As highlighted by early work in the field (e.g., Michieli et al. ICCV-W 2019, Cermelli et al. CVPR 2020), CSS differs significantly from continual learning in image classification. Because semantic segmentation involves classifying every pixel, multiple object classes (both old and new) can co-exist within the same image. This leads to different ways the learning process can be structured, often categorized into these scenarios:

Sequential: In a given learning task T focusing on current classes C, the model only sees images containing at least one pixel labeled with a class from C. If an image contains classes yet to be learned (future classes), it might be excluded. Importantly, in the ideal sequential setting, all visible pixels belonging to either current classes C or previously learned classes are correctly labeled. Other areas might be marked as background (label 0).
Disjoint: This scenario is common due to annotation efficiency. Like Sequential, the model focuses on learning current classes C. However, if an object belonging to a previously learned class appears in an image during training for task T, its pixels are simply labeled as ‘background’ (label 0). Only pixels belonging to the current classes C are specifically labeled. During testing, however, the model is expected to correctly identify all classes learned so far (old and current).
Overlap: This is similar to the Disjoint scenario, where old classes are labeled as background during training for new classes. The key difference is that the training data for task T can include images that contain future classes (classes not yet formally introduced), provided at least one current class C is also present in that image. Like Disjoint, testing requires identifying all learned classes.

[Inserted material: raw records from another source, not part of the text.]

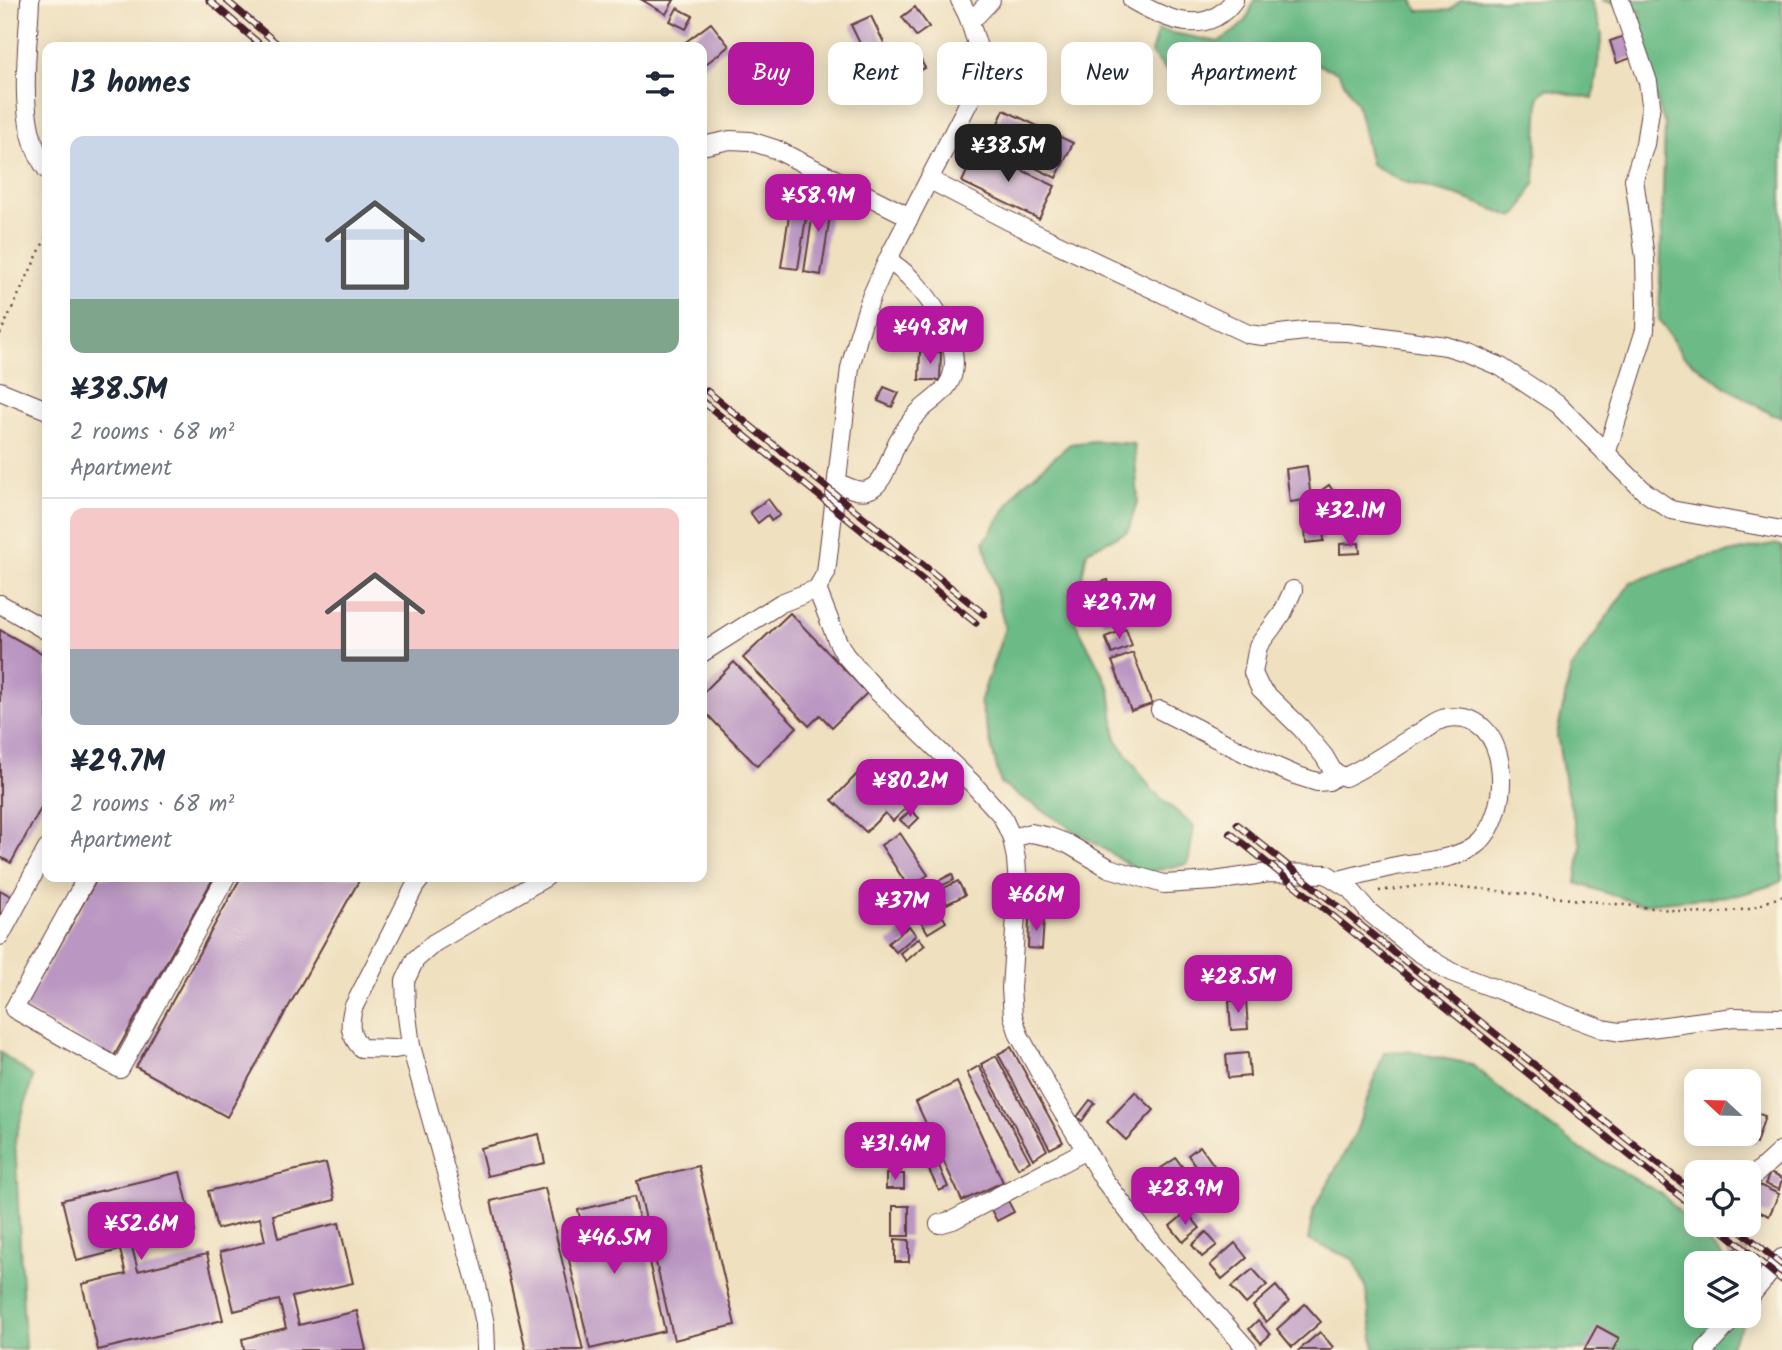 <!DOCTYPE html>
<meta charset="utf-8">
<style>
body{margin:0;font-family:Kalam,sans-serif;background:#f2f2f3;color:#1f2937;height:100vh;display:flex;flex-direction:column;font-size:26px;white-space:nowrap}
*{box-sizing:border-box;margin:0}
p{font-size:23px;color:#747a83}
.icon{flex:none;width:38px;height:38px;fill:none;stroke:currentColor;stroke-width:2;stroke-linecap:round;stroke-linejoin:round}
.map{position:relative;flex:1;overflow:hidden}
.sheet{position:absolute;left:42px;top:42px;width:665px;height:840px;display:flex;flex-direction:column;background:#fff;border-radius:14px;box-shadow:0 4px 18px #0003}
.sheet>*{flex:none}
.banner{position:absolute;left:728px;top:42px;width:665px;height:63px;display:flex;gap:14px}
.needle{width:46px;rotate:292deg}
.controls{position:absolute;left:1684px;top:1069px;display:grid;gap:14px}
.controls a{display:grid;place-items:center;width:77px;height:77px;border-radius:14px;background:#fff;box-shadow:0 4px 18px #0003;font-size:35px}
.price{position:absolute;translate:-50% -60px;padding:0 16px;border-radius:14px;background:#b5179e;color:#fff;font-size:23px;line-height:46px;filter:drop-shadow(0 2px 4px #0008)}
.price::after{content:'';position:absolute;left:50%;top:42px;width:21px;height:16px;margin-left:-10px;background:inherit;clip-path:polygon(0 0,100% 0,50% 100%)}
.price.selected{background:#222;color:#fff}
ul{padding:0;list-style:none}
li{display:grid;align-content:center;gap:14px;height:371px;padding:0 28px}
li+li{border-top:2px solid #e0e1e3}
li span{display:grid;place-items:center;height:217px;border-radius:14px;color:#555}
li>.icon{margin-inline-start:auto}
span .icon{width:126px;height:126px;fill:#fffc;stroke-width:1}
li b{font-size:30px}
h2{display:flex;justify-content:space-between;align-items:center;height:84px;padding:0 28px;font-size:30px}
.tag{padding:0 24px;border-radius:14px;background:#fff;box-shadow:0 4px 18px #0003;font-size:24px;line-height:63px}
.tag.selected{background:#b5179e;color:#fff}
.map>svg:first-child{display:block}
</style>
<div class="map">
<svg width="1782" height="1350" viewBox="0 0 1782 1350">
<rect width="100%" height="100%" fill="#fcf5e5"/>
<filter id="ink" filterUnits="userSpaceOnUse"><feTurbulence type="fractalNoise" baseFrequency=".0143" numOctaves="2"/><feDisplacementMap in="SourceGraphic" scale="14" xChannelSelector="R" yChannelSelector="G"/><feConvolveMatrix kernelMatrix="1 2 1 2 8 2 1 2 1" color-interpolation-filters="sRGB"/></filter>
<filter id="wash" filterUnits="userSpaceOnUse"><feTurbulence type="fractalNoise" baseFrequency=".00686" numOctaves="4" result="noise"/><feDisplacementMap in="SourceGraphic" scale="28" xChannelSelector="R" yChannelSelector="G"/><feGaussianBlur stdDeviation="1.57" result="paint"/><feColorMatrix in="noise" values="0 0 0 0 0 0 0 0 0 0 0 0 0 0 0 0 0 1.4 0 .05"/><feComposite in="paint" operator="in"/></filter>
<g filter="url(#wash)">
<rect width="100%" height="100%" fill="#efe0bf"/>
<!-- forest -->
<g fill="#6cbb86" stroke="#5b6d58" stroke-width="2">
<path d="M1254,0h159l5,11 32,-1 11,-10h130l11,34 -9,65 -46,-10 -8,7 -4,86 -17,32 -5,3 -54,-21 -58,-15 -30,-17 -14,-60 -19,-32 -40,-15 -35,24 -44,15 -30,-10 -18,-10 -20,-23 7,-23 60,12c20,-12 30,-19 36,-42z"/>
<path d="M1602,0h180v417l-9,-2 -47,-28 -44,-32 -23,-36 6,-194 -26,-76 2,-38z"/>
<path d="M1094,441l40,3 4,56 -10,31 -41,20 -13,68 36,70 6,50 37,52 41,36 -6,37 -46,9 -141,-89 -21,-82 25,-74 -21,-86 37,-56 49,-42z"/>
<path d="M1773,544l9,2v334l-6,4 -37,11 -99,9 -64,-21 5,-38 -15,-56 -9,-54 14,-66 60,-87 73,-24z"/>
<path d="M1407,1051l64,13 40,34 71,52 80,44 60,62 2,7 -28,1v52h43l4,8 -16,26h-352l-10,-65 -12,-26 -45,-19 6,-31 42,-77 28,-80z"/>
<path d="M0,1052l33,25 -18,63 10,210h-25z"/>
</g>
<g id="blocks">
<!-- building -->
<g fill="#ba96c2">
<path d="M642,0h32l-8,14z"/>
<path d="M915,7l14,20 -13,9 -14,-19z"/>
<path d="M677,8l16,8 -7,13 -16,-8z"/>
<path d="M871,16l15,31 -20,9 -15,-31z"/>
<path d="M711,23l18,23 -27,21v-20h-23z"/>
<path d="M1630,34l7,22 -20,7 -7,-22z"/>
<path d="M888,48l5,10 -12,5 -5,-10z"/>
<path d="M915,49l10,19 -38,19 -10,-20z"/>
<path d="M1004,110l69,33 -17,35 -68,-33z"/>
<path d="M977,149l78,37 -16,33 -77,-37z"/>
<path d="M793,190l17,2 -12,77 -17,-2z"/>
<path d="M816,193l17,3 -12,79 -17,-3z"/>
<path d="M925,330l12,1 -1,19h-12z"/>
<path d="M920,351l21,1 -1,28h-21z"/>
<path d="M884,387l15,6 -7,14 -14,-6z"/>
<path d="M1307,466l4,33 -21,3 -4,-33z"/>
<path d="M1329,485l12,17 -7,5 -12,-17z"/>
<path d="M768,499l12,16 -9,6 -3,-6 -10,8 -8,-11z"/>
<path d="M1322,511l2,30 -18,2 -2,-31z"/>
<path d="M1359,543l1,10 -20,1v-10z"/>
<path d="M1108,580l10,39 -15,4 -10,-39z"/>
<path d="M790,613l77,80 -35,34 -12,-12 -11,11 -66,-68z"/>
<path d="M1126,629l6,17 -20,8 -7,-17z"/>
<path d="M0,630l47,26v141l-36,66 -11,-6z"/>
<path d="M1133,653l19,51 -21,7 -19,-50z"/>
<path d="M734,662l63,65 -40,39 -55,-57v-15z"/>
<path d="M866,765l42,41 -15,15 -8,-8 -19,19 -34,-32z"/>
<path d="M911,810l8,8 -10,10 -9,-8z"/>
<path d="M900,833l28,42 -19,13 -28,-43z"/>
<path d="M952,874l2,6 -15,7 -3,-5z"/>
<path d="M98,877h116l-101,181 -89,-49z"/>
<path d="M241,877h120l-134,240 -91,-50z"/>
<path d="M927,880l13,22 -24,15 -13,-22z"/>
<path d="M958,881l7,14 -18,9 -7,-14z"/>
<path d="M0,890l14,8 -14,25z"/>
<path d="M937,907l9,15 -18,11 -9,-15z"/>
<path d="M1029,918l15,1 -2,30 -14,-1z"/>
<path d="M909,926l7,9 -20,17 -8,-9z"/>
<path d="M919,938l6,7 -19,16 -6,-8z"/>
<path d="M1246,1000l2,29 -17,1 -2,-29z"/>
<path d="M1011,1047l52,95 -13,7 -52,-95z"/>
<path d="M1248,1053l2,23 -22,2 -2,-23z"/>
<path d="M996,1056l51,94 -14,9 -52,-95z"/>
<path d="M979,1066l51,95 -12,7 -51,-95z"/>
<path d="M957,1082l46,100 -41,19 -46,-99z"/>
<path d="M1135,1092l19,18 -28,30 -19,-18z"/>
<path d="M1090,1100l5,3 -13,18 -5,-4z"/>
<path d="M1751,1111l14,5 -9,28 -14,-5 2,-5h4z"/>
<path d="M539,1134l6,29 -58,13 -7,-28z"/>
<path d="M1200,1146l21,29 -13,9 -20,-29z"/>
<path d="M1176,1158l13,18 -25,18 -13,-19z"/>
<path d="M936,1159l12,28 -9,4 -13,-27z"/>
<path d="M326,1163l9,37 -62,15 5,23 61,-15 14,60 -61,14 7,28 58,-14 9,39h-122l-2,-11 44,-11 -7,-28 -45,11 -14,-59 45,-11 -5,-23 -43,11 -9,-38z"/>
<path d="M698,1166l37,159 -61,15 -37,-159z"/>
<path d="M180,1172l15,60 -63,15 6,24 69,-17 16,66 -125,30 -16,-66 44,-10 -6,-24 -43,11 -15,-61z"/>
<path d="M1770,1173l12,6 -3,11 -14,-6z"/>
<rect x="886" y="1174" width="18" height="15"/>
<path d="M1759,1185l20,9 -10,22 -20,-9z"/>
<path d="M545,1188l38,162h-57l-35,-149z"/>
<path d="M634,1197l31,134 -75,18 -25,-106 20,-5 -7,-28z"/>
<path d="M1007,1199l7,13 -17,9 -7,-13z"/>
<rect x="893" y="1206" width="16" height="30"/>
<path d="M1187,1212l13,16 -17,14 -13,-16z"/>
<path d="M1206,1232l11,13 -15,12 -10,-12z"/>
<path d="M895,1239l14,1v22h-14z"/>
<path d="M1235,1243l12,15 -25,21 -12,-14z"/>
<path d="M1253,1269l14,16 -21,19 -15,-17z"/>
<path d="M1276,1286l13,16 -23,20 -13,-16z"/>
<path d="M1305,1304l16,18 -29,25 -15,-18z"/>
<path d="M1258,1320l12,15 -9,8 -12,-14z"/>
<path d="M1597,1326l22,12 -6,12h-29z"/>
<path d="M1320,1332l13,15 -3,3h-31z"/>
</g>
</g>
</g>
<g filter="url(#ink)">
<use href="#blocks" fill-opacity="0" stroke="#633c41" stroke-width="2"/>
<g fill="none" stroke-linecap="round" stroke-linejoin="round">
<!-- minor-tunnel -->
<path stroke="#ceb9a1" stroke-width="18" stroke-dasharray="18 9" stroke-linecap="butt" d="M1740,1257l1,-32"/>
<defs>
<g id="minor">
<path d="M30,0c-2,53 -15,125 17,170"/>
<path d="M1132,0c33,19 74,39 102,0"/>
<path d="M968,16l9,-1 14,-15"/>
<path d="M702,146l28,-6 20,1 25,8 135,68"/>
<path d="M930,180l77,40 241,114 15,2 42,-5 43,1 98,14 22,7 33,14 56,37 88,88 26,18 111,20"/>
<path d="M0,391l47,19"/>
<path d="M1606,454l39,-124 1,-26 -1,-46 -11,-79 11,-35 6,-40 -3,-22 -28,-82"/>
<path d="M837,482c8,4 21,11 30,8 18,-4 23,-35 31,-49 5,-8 11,-19 18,-26 9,-11 23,-17 31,-29 26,-36 -27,-109 -59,-125"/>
<path d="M817,589l20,51 8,15 32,36 96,93 29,32 10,22 4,21 2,28 -7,101 2,28 6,19 32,58 53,87 52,67 92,103"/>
<path d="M1293,590l-11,24 -24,32 -5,27 7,15 41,40 23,28 10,17 11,4c26,-12 49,-29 74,-44 8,-5 18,-14 28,-15 65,-11 68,99 27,128 -22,15 -53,15 -78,20 -19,4 -38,9 -57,14"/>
<path d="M0,604l47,27"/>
<path d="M702,653l79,-50 36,-14 9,-16 24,-205 9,-34 12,-37 18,-40 83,-161 6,-32 -1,-20 -9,-28 -8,-16"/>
<path d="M1160,710l85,43 50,22 22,7 12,-1 9,-7"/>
<path d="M1012,838l19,-5 19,4 18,7 41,24 55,16 50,-3 55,-8 57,1 24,15 18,22 49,40 34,21 152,57 17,3 114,-15 48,1"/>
<path d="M87,877l-73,132 106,60 106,-192"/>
<path d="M0,936l47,-87"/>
<path d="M411,1046l-16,3 -34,-1c-12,-14 -12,-23 -8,-40l62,-122 7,-9"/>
<path d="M1748,1181l34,-31"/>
<path d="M939,1224l14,-4 133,-70"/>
<path d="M1738,1264l2,-7"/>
<path d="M1748,1299l34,-41"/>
<path d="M486,1350l-1,-26 -9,-43 -65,-235 -5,-38 -1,-27 10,-21 19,-17 112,-66"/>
<path d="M1705,1350l30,-34"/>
</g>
</defs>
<!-- minor casing -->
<use href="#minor" stroke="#633c41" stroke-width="20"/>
<!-- path -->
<g stroke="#633c41" stroke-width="2.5" stroke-dasharray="2 5" stroke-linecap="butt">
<path d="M0,334l47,-99"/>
<path d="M1379,891l39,-5 44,1 245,27 42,-5 33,-13"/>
</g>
<!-- minor -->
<use href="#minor" stroke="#fff" stroke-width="18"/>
<defs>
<g id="rail">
<path d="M209,0l54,47"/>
<path d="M226,0l55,47"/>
<path d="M707,391l277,223"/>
<path d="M702,401l274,222"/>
<path d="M1237,824l159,130 300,240"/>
<path d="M1230,833l466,376"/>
<path d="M1716,1225l66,55"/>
<path d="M1734,1225l48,40"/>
</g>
</defs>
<!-- rail casing -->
<use href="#rail" stroke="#4a1f2b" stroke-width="7"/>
<!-- rail -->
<use href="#rail" stroke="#fcf5e5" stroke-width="4.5" stroke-dasharray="13" stroke-linecap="butt"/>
</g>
</g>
</svg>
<div class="controls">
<a><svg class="needle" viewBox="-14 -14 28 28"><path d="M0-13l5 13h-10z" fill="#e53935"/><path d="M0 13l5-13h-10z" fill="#747a83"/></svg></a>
<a><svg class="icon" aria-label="locate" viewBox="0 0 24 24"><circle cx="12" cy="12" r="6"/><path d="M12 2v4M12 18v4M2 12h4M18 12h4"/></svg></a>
<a><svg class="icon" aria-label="layers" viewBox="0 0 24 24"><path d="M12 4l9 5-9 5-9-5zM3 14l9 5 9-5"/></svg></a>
</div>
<b class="price selected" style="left:1008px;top:184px">¥38.5M</b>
<b class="price" style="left:818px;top:234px">¥58.9M</b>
<b class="price" style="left:930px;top:366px">¥49.8M</b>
<b class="price" style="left:1350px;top:549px">¥32.1M</b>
<b class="price" style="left:1119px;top:641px">¥29.7M</b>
<b class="price" style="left:910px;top:819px">¥80.2M</b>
<b class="price" style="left:1036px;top:933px">¥66M</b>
<b class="price" style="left:902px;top:939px">¥37M</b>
<b class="price" style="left:1238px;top:1015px">¥28.5M</b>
<b class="price" style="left:895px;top:1182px">¥31.4M</b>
<b class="price" style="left:1185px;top:1227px">¥28.9M</b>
<b class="price" style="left:141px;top:1262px">¥52.6M</b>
<b class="price" style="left:614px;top:1276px">¥46.5M</b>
<div class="banner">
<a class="tag selected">Buy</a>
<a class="tag">Rent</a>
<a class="tag">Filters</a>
<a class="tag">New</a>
<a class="tag">Apartment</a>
</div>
<section class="sheet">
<h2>13 homes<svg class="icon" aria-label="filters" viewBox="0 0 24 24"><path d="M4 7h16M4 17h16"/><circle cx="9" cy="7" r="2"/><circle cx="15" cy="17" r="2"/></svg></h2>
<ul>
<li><span style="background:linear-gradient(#c9d6e8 75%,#7fa58c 0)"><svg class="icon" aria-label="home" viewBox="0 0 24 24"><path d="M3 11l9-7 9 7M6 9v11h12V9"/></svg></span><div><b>¥38.5M</b><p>2 rooms · 68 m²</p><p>Apartment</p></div></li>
<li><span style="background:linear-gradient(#f6c9c9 65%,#9aa5b1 0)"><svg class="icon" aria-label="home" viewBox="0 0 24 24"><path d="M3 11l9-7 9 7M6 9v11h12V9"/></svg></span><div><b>¥29.7M</b><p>2 rooms · 68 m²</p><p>Apartment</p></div></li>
</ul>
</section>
</div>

The Disjoint and Overlap scenarios, while practical for reducing annotation effort, introduce significant challenges because the meaning of the ‘background’ label changes over time, encompassing previously learned classes. This is the core issue BACS aims to solve.

The “Background Shift” Challenge in CSS

In CSS, to save annotation effort, datasets for new tasks often only label the new classes, marking everything else, including objects from old classes, as ‘background’. This creates two problems:

Forward Background Shift: Pixels labelled as ‘background’ in early training stages might actually belong to classes that will be introduced later.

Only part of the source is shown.